TASK ITEM: Copy, from the data below, each line that has the word "Јагодића".

(Records drawn from a dataset)
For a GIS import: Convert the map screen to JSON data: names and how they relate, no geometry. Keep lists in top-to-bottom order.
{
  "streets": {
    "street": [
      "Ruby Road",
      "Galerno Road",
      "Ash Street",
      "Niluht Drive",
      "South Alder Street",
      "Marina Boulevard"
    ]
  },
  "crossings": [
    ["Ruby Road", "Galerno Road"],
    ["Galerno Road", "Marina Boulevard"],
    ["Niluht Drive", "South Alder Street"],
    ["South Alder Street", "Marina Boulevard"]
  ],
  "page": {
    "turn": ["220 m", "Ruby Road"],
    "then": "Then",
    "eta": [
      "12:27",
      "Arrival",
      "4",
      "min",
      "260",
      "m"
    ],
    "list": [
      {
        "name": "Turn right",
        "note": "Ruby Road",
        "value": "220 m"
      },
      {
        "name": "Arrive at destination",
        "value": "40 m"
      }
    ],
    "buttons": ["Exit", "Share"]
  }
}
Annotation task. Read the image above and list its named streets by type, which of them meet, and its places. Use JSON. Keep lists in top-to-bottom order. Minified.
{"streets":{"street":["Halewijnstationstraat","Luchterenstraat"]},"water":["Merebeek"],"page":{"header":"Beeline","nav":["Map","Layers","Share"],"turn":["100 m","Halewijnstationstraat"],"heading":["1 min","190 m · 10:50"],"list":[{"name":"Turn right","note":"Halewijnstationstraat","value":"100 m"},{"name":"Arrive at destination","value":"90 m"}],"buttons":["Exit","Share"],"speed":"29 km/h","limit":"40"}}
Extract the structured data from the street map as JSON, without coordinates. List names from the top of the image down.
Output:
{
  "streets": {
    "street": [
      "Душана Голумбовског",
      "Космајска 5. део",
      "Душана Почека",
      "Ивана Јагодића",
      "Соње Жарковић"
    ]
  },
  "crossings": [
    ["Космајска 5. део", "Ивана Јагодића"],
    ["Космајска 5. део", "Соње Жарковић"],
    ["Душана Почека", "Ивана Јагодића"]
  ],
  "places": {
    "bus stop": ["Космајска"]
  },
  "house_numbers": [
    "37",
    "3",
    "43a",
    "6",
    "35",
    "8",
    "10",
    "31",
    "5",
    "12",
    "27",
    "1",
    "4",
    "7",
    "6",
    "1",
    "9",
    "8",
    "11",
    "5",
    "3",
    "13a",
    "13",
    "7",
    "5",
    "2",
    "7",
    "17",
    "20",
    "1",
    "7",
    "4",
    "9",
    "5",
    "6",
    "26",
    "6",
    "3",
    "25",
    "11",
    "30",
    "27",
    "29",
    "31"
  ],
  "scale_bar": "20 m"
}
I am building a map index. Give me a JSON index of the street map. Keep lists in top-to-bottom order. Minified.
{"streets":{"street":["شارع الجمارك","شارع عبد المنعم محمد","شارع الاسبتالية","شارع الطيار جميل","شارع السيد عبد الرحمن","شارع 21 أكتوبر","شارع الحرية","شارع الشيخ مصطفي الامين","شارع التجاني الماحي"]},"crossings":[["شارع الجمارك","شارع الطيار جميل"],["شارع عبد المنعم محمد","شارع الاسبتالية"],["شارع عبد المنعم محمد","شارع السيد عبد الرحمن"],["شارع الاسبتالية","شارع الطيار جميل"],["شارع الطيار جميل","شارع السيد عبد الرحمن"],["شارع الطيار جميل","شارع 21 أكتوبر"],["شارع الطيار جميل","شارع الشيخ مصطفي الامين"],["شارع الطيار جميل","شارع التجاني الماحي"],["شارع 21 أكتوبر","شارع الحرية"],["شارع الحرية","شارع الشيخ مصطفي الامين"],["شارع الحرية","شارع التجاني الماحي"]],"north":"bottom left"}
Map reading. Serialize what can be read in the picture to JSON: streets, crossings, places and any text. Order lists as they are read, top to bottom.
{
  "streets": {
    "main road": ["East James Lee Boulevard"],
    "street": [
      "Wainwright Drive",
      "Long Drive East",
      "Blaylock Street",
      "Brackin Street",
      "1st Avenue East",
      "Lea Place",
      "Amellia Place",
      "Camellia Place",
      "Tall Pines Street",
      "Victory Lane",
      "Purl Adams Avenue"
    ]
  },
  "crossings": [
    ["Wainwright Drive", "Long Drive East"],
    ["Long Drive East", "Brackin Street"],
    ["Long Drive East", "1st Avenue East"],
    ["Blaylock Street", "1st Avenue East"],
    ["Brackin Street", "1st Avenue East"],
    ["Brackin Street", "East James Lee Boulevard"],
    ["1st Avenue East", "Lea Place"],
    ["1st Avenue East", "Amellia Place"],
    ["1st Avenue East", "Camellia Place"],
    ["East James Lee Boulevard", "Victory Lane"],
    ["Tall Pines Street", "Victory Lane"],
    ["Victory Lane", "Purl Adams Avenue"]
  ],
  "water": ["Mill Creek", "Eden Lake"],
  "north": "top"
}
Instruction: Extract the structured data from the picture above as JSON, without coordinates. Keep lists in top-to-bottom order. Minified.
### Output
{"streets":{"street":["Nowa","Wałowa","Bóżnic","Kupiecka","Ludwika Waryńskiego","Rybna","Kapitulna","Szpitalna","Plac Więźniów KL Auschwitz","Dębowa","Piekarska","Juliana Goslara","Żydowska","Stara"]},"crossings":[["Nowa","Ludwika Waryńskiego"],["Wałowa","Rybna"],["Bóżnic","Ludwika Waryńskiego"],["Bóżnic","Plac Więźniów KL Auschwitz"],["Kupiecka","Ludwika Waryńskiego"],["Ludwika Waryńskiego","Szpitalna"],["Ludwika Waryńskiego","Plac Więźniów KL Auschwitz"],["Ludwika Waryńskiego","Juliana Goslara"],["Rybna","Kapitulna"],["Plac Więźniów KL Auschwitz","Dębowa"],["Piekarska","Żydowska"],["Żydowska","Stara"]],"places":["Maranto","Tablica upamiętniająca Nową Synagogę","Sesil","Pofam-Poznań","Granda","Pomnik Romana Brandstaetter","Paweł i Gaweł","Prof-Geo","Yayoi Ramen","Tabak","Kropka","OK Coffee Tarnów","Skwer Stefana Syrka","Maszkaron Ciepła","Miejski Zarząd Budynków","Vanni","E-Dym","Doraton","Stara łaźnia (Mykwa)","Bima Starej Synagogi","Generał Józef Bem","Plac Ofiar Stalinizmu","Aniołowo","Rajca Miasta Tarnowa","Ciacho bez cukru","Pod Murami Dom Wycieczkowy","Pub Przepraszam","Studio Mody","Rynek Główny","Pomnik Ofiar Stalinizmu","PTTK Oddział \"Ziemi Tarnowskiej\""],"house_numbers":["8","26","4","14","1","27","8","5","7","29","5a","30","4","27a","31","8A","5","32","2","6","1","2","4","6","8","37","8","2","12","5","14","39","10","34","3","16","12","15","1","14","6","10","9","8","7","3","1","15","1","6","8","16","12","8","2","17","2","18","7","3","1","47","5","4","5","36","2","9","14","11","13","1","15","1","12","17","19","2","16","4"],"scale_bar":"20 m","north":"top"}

RESULT:
      "Ивана Јагодића",
    ["Космајска 5. део", "Ивана Јагодића"],
    ["Душана Почека", "Ивана Јагодића"]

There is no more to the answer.